The facts are true, but maybe not as damning as they are portrayed.
"Highly rated" refers to ratings from Hamilton and Cuyahoga county bar associations. The state Bar gave the two equal ratings. Mr. Black has some police endorsements, but the major group, the state Fraternal Order of Police, is backing Ms. O'Connor.
- Jim Siegel, Gannett Columbus Bureau
The race between incumbent Justice Evelyn Lundberg Stratton and Democratic challenger Janet Burnside remains close in the polls and equally so in the money race.

According to reports filed last week, Ms. Stratton has raised more than $1.6 million, while Ms. Burnside has collected more than $1 million.
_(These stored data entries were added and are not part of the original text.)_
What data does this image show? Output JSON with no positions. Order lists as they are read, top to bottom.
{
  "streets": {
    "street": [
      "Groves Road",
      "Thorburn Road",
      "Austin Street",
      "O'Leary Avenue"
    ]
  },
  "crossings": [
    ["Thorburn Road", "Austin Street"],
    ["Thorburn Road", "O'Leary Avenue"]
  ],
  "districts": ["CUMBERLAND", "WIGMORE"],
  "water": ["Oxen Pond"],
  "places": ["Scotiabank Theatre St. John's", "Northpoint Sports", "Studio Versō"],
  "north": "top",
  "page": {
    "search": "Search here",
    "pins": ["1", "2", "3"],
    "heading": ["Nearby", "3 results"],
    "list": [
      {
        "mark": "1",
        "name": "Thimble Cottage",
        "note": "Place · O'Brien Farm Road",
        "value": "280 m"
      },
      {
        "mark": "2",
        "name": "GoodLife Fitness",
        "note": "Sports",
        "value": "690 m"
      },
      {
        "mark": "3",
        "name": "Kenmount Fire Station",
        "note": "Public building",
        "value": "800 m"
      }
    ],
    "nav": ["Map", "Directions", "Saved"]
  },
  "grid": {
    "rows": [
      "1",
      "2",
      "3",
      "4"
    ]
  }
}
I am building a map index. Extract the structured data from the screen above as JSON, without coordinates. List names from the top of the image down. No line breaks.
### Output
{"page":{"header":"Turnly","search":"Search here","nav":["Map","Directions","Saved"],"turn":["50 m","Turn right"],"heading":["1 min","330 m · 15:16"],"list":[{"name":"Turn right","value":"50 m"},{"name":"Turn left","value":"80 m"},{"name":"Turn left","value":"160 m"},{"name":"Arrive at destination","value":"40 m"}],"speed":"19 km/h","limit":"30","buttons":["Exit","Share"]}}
The other high court race - between Republican Maureen O'Connor and Democrat Tim Black - also has a close fund-raising margin, with Ms. O'Connor's more than $1.5 million in contributions outpacing Mr. Black's nearly $1.3 million.

A report from Ohio Citizen Action - issued before the latest finance reports were disclosed - found that the candidates collected a total of more than $4.7 million in campaign contributions between Jan. 1 and Sept. 30.

The group found the Democratic candidates received heavy donations from law firms with ties to the Ohio Academy of Trial Lawyers, which opposes tort reform and supports candidates they consider likely to back their views. The Supreme Court recently voted 4-3 in a decision that declared the state's tort reform law unconstitutional.

Ohio Citizen Action found that lawyers and lobbyists contributed about $760,000 to Mr. Black and $700,000 to Ms. Burnside, compared to $240,000 for Ms. Stratton and $140,000 for Ms. O'Connor.

The report also found that the Republican candidates got major contributions from physicians and insurance companies, groups that support tort reform and, in the case of insurance companies, have opposed other recent court decisions that required businesses to broaden insurance coverage for employees.

According to the report, physicians and insurance companies have donated about $377,000 to Ms. O'Connor and $417,000 to Ms. Stratton, compared to $8,000 for Mr. Black and $700 for Ms. Burnside.

All four candidates have vowed they would not be influenced by the special interest groups that donate to their campaigns.